Saturday, October 09, 2010

Weak Malaysian Export Numbers

On Business Times:

  • Malaysia Aug export pace slows

    By Rupa Damodaran Published: 2010/10/09

    EXPORTS grew at a slower pace than market expectations, confirming views that export growth had peaked in the early part of the year

    The Ministry of International Trade and Industry (Miti) yesterday said exports had expanded 10.6 per cent to RM52.85 billion while imports had risen 16.5 per cent to RM44.53 billion.

    This resulted in a total trade of RM97.38 billion, 13.2 per cent higher from a year ago.

    Compared with July, exports in August declined 4.6 per cent while imports contracted 8.0 per cent and total trade decreased by 6.2 per cent.

    Miti said the August growth was largely due to higher exports of liquefied natural gas (LNG), electrical and electronic products, refined petroleum products, chemicals and chemical products.

    Alvin Liew of Standard Chartered Bank said the bulk of exports remain to be electronics, accounting for 40 per cent of total exports although its pace eased to 3.7 per cent in August.

    "Key commodity exports (such as refined petroleum, crude oil and palm) remain supportive of headline exports in August, although crude oil exports grew by a slower 2.7 per cent year-on-year in August, way off the near 18 per cent year-on-year pace set in both June and July," he said.

    The bright spots for Malaysia, he added, turned out to be exports to the European Union (EU) and Japan which have been recording double-digit growth since December 2009 and March 2010 respectively.

    Exports to China rose 2.4 per cent compared to a year ago.
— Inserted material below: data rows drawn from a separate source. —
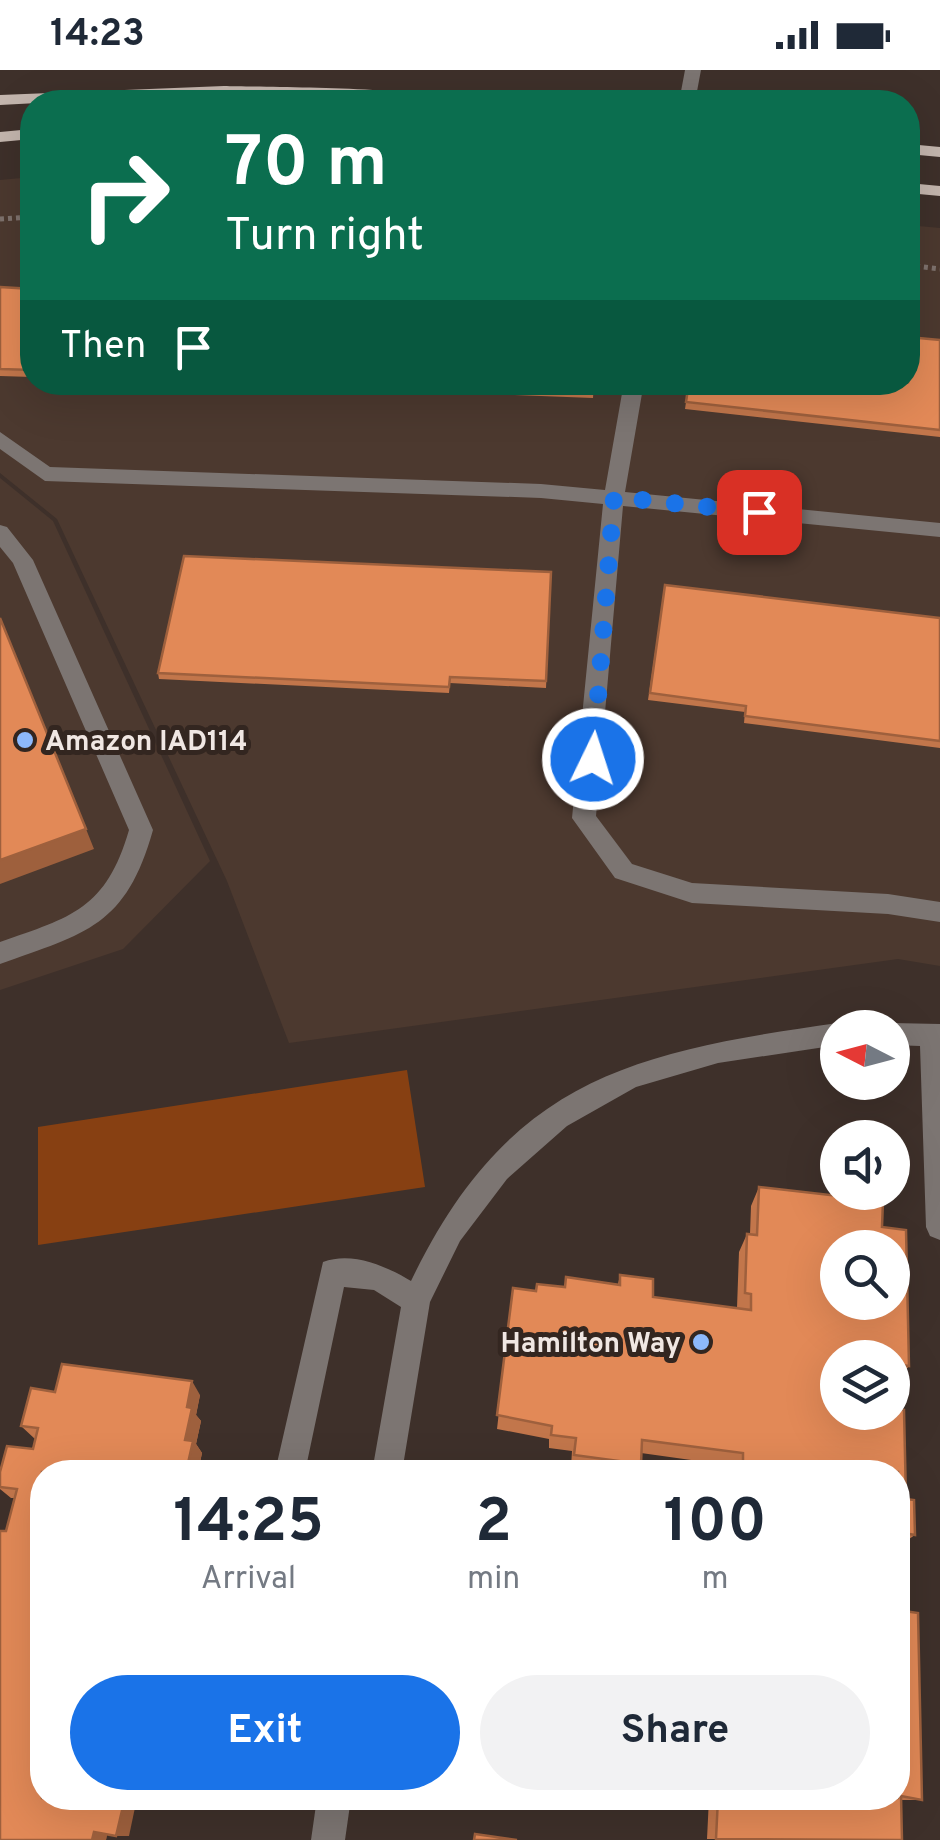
<!DOCTYPE html>
<style>
body{margin:0;font-family:Overpass,sans-serif;background:#f2f2f3;color:#1f2937;height:100vh;display:flex;flex-direction:column;font-size:38px;white-space:nowrap}
*{box-sizing:border-box;margin:0}
p{font-size:32px;color:#747a83}
.icon{flex:none;width:55px;height:55px;fill:none;stroke:currentColor;stroke-width:2;stroke-linecap:round;stroke-linejoin:round}
.map{position:relative;flex:1;overflow:hidden}
.panel{position:absolute;left:30px;top:1390px;width:880px;height:350px;display:flex;flex-direction:column;background:#fff;border-radius:40px;box-shadow:0 10px 40px #0002}
.panel>*{flex:none}
.hud{position:absolute;left:20px;top:20px;width:900px;height:305px;border-radius:40px;box-shadow:0 10px 40px #0002;background:#0b6e4f;color:#fff;overflow:hidden}
.needle{width:65px;rotate:276deg}
.buttons{position:absolute;left:820px;top:940px;display:grid;gap:20px}
.buttons a{display:grid;place-items:center;width:90px;height:90px;border-radius:50%;background:#fff;box-shadow:0 10px 40px #0002;font-size:50px}
.pin{position:absolute;display:grid;place-items:center;width:85px;height:85px;color:#fff;margin:-42px;border-radius:20px;box-shadow:0 5px 15px #0006}
.me{position:absolute;width:110px;margin:-55px;rotate:4deg;stroke-linejoin:round;filter:drop-shadow(0 0 8px #0008)}
.turn{display:flex;align-items:center;gap:35px;height:210px;padding:0 40px;font-size:45px}
.turn .icon{width:130px;height:130px;stroke-width:2.5}
.turn b{display:block;font-size:70px;line-height:85px}
.then{display:flex;align-items:center;height:95px;padding:0 40px;background:#0003;gap:20px;font-size:38px}
.eta{display:flex;justify-content:space-evenly;align-items:center;height:170px;text-align:center}
.eta b{font-size:60px;font-weight:700;line-height:70px}
.cta{display:flex;gap:20px;margin-top:auto;padding:20px 40px}
.cta a{flex:1;height:115px;border-radius:60px;background:#1a73e8;color:#fff;font-size:40px;font-weight:700;line-height:115px;text-align:center}
.cta a+a{background:#f2f2f3;color:#1f2937}
.status{display:flex;justify-content:space-between;align-items:center;height:70px;padding:0 50px;background:#fff;direction:ltr}
.status svg{height:28px;fill:currentColor}
.map>svg:first-child{display:block}
</style>
<div class="status"><b>14:23</b><svg viewBox="0 0 49 12"><path d="M0 12V9h3v3zM5 12V6h3v6zM10 12V3h3v9zM15 12V0h3v12zM26 1h20v11H26zM47 4h2v5h-2z"/></svg></div>
<div class="map">
<svg width="940" height="1770" viewBox="0 0 940 1770">
<rect width="100%" height="100%" fill="#3e302a"/>
<g fill="#4c392f">
<path d="M32,107V312H908V155L940,158V896L898,889L289,973L227,811L57,449L0,403V110Z"/>
<path d="M0,408L53,451L210,791L123,879L0,920Z"/>
</g>
<path fill="#874012" d="M407,1000L425,1117L38,1175V1057Z"/>
<g fill="none" stroke-linecap="round" stroke-linejoin="round">
<g stroke="#7e726d" stroke-width="5" stroke-dasharray="4 4" stroke-linecap="butt">
<path d="M0,149L32,147"/>
<path d="M908,195L940,199"/>
</g>
<g fill="#7c7572" fill-rule="evenodd">
<path d="M685,0H701L695,32H679Z"/>
<path d="M624,312H644L625,422L940,453V467L623,436L596,746L632,794L692,813L888,824L940,832V852L888,844L692,833L615,808L572,748L603,434L541,428L45,411L0,379V362L50,397L541,414L605,420Z"/>
<path d="M0,455L7,457L33,490L153,760C126,856 87,863 0,894V872C72,847 106,839 129,760L13,493L0,477Z"/>
<path d="M838,953L848,958H838V975L718,993L636,1017L567,1056L507,1109L460,1171L430,1232L402,1402H372L401,1237L374,1220L344,1217L305,1402H275L323,1192C352,1181 386,1196 411,1211C508,1009 632,982 838,953Z"/>
<path d="M892,953L940,954V1170L930,1166L926,1157L920,976L892,975V958H882Z"/>
<path d="M317,1728H351L345,1770H311Z"/>
</g>
<g fill="#c4b6ae" fill-rule="evenodd">
<path d="M224,16C261,17 437,17 457,32L168,26L0,35V25Z"/>
<path d="M32,59V69L0,72V62Z"/>
<path d="M908,74L940,77V87L908,84Z"/>
<path d="M908,113L940,116V126L908,123Z"/>
</g>
</g>
<g fill="#c2764b" fill-rule="evenodd">
<path d="M0,217L32,219V307L0,306Z"/>
<path d="M940,270V367L685,339L689,312Z"/>
<path d="M180,312H594L593,328Z"/>
<path d="M551,502L546,618L450,613L449,623L159,609L158,603Z"/>
<path d="M665,515L940,548V678L744,653L745,642L648,630Z"/>
<path d="M759,1117L883,1131L882,1157L906,1160L909,1296L896,1311H892V1288H838V1342H892V1339L904,1340L906,1429L914,1430L915,1465L900,1475H898V1402H734V1396L641,1383V1394L637,1402H609L571,1397L572,1381L549,1378V1369L497,1359L513,1218L536,1221L537,1214L565,1217L566,1207L618,1214L620,1205L653,1209V1227L737,1238L739,1182L747,1164H750L751,1136ZM838,1178H892V1232H838Z"/>
<path d="M55,1322L200,1325L196,1345L201,1351L196,1374L202,1383L198,1402H42L129,1766L107,1764L106,1770H0L6,1461L15,1428H11L0,1419V1402L33,1379L35,1369L21,1356Z"/>
<path d="M898,1540L922,1730H901L902,1770L707,1769L709,1728H898Z"/>
</g>
<g fill="#9e603d">
<path d="M86,759L94,779L0,814V790Z"/>
<path d="M192,1311L200,1325L196,1345L201,1351L196,1374L202,1383L198,1402H186L185,1370L187,1337Z"/>
<path d="M125,1728H137L129,1766H116Z"/>
<path d="M94,1762L107,1763L106,1770H92Z"/>
</g>
<g fill="#e28957" stroke="#9e603d" stroke-width="2.5" fill-rule="evenodd">
<path d="M0,217L32,219V300L0,299Z"/>
<path d="M908,267L940,270V360L686,332L689,312H908Z"/>
<path d="M363,312H594L593,321Z"/>
<path d="M184,486L551,502L546,611L450,607L449,617L158,603Z"/>
<path d="M665,515L940,548V671L745,646L746,636L650,623Z"/>
<path d="M0,548L86,759L0,790Z"/>
<path d="M759,1117L883,1131L882,1157L906,1160L909,1296L892,1294V1288H838V1342H892V1339L904,1340L906,1429L914,1430L915,1465L898,1462V1402H743V1383L642,1370L641,1394L574,1385L576,1368L551,1365L552,1356L497,1345L513,1218L536,1221L537,1214L565,1217L566,1207L620,1215V1205L653,1209V1227L751,1240V1224L745,1223L747,1164L757,1165ZM838,1178H892V1232H838Z"/>
<path d="M62,1294L192,1311L187,1337L192,1338L185,1370L193,1371L186,1402H42V1728H125L116,1766L94,1762L92,1770H0V1461H6L17,1419L0,1417V1402L7,1376L33,1379L38,1358L21,1356L31,1318L55,1322Z"/>
<path d="M898,1540L918,1543L922,1730L901,1726L902,1770L716,1769L718,1728H898Z"/>
<path d="M475,1764L517,1770H474Z"/>
</g>
<g fill="none" stroke-linecap="round" stroke-linejoin="round">
<path stroke="#1a73e8" stroke-width="18" stroke-dasharray="0 32.4" d="M593,689L614,427L759,442"/>
</g>
<g fill="#8db9fc" stroke="#332620" stroke-width="4">
<circle cx="25" cy="670" r="10"/>
<circle cx="701" cy="1272" r="10"/>
</g>
<g text-anchor="middle" stroke-width="10" stroke-linejoin="round" paint-order="stroke">
<g font-size="28" font-weight="bold" fill="#f0e7e3" stroke="#332620" text-anchor="start">
<text x="45" y="680">Amazon IAD114</text>
<text x="681" y="1282" text-anchor="end">Hamilton Way</text>
</g>
</g>
</svg>
<div class="buttons">
<a><svg class="needle" viewBox="-14 -14 28 28"><path d="M0-13l5 13h-10z" fill="#e53935"/><path d="M0 13l5-13h-10z" fill="#747a83"/></svg></a>
<a><svg class="icon" aria-label="sound" viewBox="0 0 24 24"><path d="M4 9h4l5-4v14l-5-4H4zM17 9q2 3 0 6"/></svg></a>
<a><svg class="icon" aria-label="search" viewBox="0 0 24 24"><circle cx="10" cy="10" r="6"/><path d="M15 15l6 6"/></svg></a>
<a><svg class="icon" aria-label="layers" viewBox="0 0 24 24"><path d="M12 4l9 5-9 5-9-5zM3 14l9 5 9-5"/></svg></a>
</div>
<div class="pin" style="left:759px;top:442px;background:#d93025"><svg class="icon" aria-label="arrive" viewBox="0 0 24 24"><path d="M6 21V4h12l-3 4 3 4H6"/></svg></div>
<svg class="me" style="left:593px;top:689px" viewBox="-20 -20 40 40"><circle r="17" fill="#1a73e8" stroke="#fff" stroke-width="3"/><path d="M0-11L8 9 0 5-8 9z" fill="#fff"/></svg>
<div class="hud">
<div class="turn"><svg class="icon" aria-label="right" viewBox="0 0 24 24"><path d="M7 20v-9h11M14 6l5 5-5 5"/></svg><div><b>70 m</b>Turn right</div></div>
<div class="then">Then<svg class="icon" aria-label="arrive" viewBox="0 0 24 24"><path d="M6 21V4h12l-3 4 3 4H6"/></svg></div>
</div>
<section class="panel">
<div class="eta">
<div><b>14:25</b><p>Arrival</p></div>
<div><b>2</b><p>min</p></div>
<div><b>100</b><p>m</p></div>
</div>
<div class="cta"><a>Exit</a><a>Share</a></div>
</section>
</div>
Exports to the EU grew 12.6 per cent.

    Exports to Japan edged up 28.4 per cent on higher exports of LNG, refined petroleum products and E&E products but exports to the US saw a marginal increase of 0.5 per cent compared with a year ago.

    Liew added that the decelerating export picture corroborated with StanChart's weaker manufacturing outlook for Malaysia in the second half on the back of sluggish external demand and lingering uncertainties in the external environment.

    Miti said import growth was mainly due to intermediate goods which took up 70.2 per cent of the total.

    "Resilient domestic demand and higher capital investment by companies likely drove import demand, although concerns about the external economy may have dampened import appetite for the rest of the second half," Liew said.

    Read more: Malaysia Aug export pace slows here

52.85 Billion?

And since 2009 was a washout year, I don't thi nk it's meaningful to compare to those numbers. Instead I would compare to the export numbers in 2008. How? Current numbers are rather weak, yes?